On Behalf of | Jun 17, 2020 | Firm News

Many times the idea of a premarital agreement gets dragged through the mud, as people typically hear about them in conjunction with celebrity divorces. The fact of the matter is that premarital agreements benefit everyone, not just those with a lot of money. They are used to protect your assets and make sure your plans for the future are clear.

Often times people hear or read myths about premarital agreements that lead them to believe they don’t need one or shouldn’t have one. We are here to debunk 4 myths that you should ignore:

  1. Premarital agreements assume you’ll divorce each other eventually – Instead of viewing this agreement as a means to plan for an impending divorce, many couples take the viewpoint that it can actually help the relationship to flourish and grow.

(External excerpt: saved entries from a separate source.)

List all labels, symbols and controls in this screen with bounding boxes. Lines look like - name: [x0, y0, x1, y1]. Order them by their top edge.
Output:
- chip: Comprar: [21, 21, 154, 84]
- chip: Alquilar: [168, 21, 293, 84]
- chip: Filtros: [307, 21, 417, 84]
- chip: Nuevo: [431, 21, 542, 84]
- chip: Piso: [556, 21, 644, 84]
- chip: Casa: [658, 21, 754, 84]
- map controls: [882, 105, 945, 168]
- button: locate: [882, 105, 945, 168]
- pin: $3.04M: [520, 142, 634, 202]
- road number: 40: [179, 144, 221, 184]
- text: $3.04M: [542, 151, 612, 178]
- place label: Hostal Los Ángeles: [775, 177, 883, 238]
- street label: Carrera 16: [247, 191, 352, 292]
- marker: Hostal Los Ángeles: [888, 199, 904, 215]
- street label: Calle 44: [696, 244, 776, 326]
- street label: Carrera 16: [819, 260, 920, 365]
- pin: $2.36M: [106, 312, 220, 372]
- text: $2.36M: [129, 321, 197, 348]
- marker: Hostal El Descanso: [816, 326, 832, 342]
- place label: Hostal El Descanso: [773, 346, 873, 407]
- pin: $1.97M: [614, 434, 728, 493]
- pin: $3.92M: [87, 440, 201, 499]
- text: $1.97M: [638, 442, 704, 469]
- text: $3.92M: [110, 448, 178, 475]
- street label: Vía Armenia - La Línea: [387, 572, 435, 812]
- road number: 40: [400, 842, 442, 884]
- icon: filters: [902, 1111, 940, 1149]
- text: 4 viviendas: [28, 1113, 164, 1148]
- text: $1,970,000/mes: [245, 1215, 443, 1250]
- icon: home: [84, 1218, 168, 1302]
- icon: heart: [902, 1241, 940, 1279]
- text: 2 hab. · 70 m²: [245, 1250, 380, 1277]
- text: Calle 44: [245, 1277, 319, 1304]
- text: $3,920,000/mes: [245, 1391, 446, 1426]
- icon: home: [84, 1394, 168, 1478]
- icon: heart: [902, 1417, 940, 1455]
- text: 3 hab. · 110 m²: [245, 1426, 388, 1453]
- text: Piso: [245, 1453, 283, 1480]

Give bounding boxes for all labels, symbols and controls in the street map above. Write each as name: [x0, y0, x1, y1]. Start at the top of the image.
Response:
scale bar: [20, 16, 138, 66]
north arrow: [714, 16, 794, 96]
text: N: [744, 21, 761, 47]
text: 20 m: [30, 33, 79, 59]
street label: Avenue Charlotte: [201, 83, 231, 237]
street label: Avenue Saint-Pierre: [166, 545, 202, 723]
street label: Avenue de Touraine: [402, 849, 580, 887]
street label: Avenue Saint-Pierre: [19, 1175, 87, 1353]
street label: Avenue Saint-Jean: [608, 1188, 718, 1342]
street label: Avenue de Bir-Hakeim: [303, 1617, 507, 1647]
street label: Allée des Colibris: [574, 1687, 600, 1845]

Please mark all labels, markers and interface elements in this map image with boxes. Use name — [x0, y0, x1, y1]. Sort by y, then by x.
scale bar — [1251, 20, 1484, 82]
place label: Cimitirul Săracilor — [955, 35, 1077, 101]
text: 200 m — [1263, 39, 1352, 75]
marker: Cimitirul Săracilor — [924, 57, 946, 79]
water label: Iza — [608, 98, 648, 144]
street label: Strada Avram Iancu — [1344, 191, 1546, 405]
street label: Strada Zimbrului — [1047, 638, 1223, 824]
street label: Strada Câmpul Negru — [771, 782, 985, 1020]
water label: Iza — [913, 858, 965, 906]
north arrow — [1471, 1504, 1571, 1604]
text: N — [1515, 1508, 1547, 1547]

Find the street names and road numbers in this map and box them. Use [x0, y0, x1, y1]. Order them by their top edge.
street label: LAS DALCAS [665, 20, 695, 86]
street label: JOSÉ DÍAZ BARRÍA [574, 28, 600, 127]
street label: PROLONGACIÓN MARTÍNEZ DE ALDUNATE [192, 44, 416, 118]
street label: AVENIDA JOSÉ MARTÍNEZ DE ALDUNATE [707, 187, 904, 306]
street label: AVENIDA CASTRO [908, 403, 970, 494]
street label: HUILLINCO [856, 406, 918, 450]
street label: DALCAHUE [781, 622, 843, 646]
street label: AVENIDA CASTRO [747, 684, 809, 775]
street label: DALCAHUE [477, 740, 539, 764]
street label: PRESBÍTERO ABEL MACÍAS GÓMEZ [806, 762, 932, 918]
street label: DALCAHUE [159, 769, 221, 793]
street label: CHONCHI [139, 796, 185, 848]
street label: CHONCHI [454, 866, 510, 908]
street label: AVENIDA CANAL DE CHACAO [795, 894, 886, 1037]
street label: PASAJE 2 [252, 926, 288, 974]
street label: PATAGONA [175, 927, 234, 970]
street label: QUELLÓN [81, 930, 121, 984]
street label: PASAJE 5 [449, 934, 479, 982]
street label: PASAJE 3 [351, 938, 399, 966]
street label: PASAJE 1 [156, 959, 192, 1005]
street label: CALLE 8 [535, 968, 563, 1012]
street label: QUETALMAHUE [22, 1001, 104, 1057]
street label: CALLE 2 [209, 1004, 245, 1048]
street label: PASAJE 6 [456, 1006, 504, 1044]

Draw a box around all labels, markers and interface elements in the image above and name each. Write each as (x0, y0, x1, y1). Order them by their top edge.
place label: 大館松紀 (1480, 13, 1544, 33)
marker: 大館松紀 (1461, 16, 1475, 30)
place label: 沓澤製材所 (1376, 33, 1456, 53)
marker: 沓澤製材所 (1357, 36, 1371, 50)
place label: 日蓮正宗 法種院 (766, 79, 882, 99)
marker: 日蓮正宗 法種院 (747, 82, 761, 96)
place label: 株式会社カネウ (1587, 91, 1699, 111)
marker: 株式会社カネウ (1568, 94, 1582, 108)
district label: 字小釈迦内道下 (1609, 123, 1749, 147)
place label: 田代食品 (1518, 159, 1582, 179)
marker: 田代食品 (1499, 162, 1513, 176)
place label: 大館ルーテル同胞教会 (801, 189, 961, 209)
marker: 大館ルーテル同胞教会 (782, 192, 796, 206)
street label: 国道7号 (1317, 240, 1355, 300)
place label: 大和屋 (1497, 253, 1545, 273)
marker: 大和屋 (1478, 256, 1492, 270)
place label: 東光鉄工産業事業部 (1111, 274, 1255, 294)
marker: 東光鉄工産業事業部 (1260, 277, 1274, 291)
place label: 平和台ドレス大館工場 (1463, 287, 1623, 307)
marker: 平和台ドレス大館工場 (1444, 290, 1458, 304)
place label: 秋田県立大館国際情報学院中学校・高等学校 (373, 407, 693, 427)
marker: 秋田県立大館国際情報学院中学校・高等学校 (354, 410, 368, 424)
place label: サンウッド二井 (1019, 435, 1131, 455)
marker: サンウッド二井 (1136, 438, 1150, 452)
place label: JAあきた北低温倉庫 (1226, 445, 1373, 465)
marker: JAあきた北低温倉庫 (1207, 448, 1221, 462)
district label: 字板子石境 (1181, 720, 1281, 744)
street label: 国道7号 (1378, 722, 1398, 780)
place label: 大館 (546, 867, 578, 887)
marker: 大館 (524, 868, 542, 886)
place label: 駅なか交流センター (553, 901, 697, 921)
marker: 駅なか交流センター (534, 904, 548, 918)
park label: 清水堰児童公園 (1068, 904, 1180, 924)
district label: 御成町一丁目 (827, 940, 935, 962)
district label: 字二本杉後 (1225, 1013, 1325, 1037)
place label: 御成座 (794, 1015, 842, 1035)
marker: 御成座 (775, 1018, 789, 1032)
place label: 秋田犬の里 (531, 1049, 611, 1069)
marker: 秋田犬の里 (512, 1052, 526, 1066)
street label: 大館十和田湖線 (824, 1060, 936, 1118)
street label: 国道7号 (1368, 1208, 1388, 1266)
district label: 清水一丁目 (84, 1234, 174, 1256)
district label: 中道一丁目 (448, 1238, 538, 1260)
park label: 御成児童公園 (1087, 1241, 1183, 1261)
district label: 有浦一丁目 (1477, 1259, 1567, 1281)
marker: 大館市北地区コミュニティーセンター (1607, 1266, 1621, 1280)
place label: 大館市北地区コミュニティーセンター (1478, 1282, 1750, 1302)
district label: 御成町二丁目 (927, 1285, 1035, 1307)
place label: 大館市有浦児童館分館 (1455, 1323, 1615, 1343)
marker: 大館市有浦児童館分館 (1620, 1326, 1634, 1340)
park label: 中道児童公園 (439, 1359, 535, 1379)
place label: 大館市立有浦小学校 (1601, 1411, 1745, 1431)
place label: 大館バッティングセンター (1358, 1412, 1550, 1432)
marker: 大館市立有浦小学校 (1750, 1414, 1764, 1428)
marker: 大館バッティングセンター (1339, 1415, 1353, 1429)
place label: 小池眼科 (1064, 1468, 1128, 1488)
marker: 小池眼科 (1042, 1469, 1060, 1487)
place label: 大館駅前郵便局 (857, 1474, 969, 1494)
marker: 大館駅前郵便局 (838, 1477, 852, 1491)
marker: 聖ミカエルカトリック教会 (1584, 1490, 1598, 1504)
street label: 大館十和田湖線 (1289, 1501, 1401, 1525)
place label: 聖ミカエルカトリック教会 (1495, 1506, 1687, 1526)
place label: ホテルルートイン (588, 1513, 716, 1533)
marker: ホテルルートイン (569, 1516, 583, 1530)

This type of document can help to solidify your estate plans, make specific arrangements for children from previous relationships, or can help clarify other expectations. Often times it’s this type of communication that can truly benefit a relationship, allowing for everyone to be on the same page.
  2. Premarital agreements won’t hold up in court – This statement can be true if your agreement is simply written on a piece of paper. However in instances where your agreement was drafted with the help of an attorney and it can be guaranteed that neither party was forced into signing it, the court system will typically enforce the document.
  3. A premarital agreement shows my partner doesn’t trust me – This myth couldn’t be further from the truth, as premarital agreements are often originated from good faith and compassion for one’s partner. Many times couples opt for signing this type of document so that one of them will be protected from the other’s debt that was accumulated prior to their marriage, or one of them wants to protect a specific asset should the other pass away.
  4. Creating a premarital agreement is too expensive – If finances are a concern, it makes sense that this might be the type of myth you’d be susceptible to believing. The cost for drafting a premarital agreement is actually small compared to the amount of money you could lose in the event of a divorce. Many people like to think of this agreement as a type of insurance policy, where you hope you don’t need it but you’re glad it’s there if something happens.

The team at Goldsberry & Associates want to help you every step of the way with creating a premarital agreement. We aim to ensure that your needs are met and your desires are accurately reflected in this important document. Contact us today to get started!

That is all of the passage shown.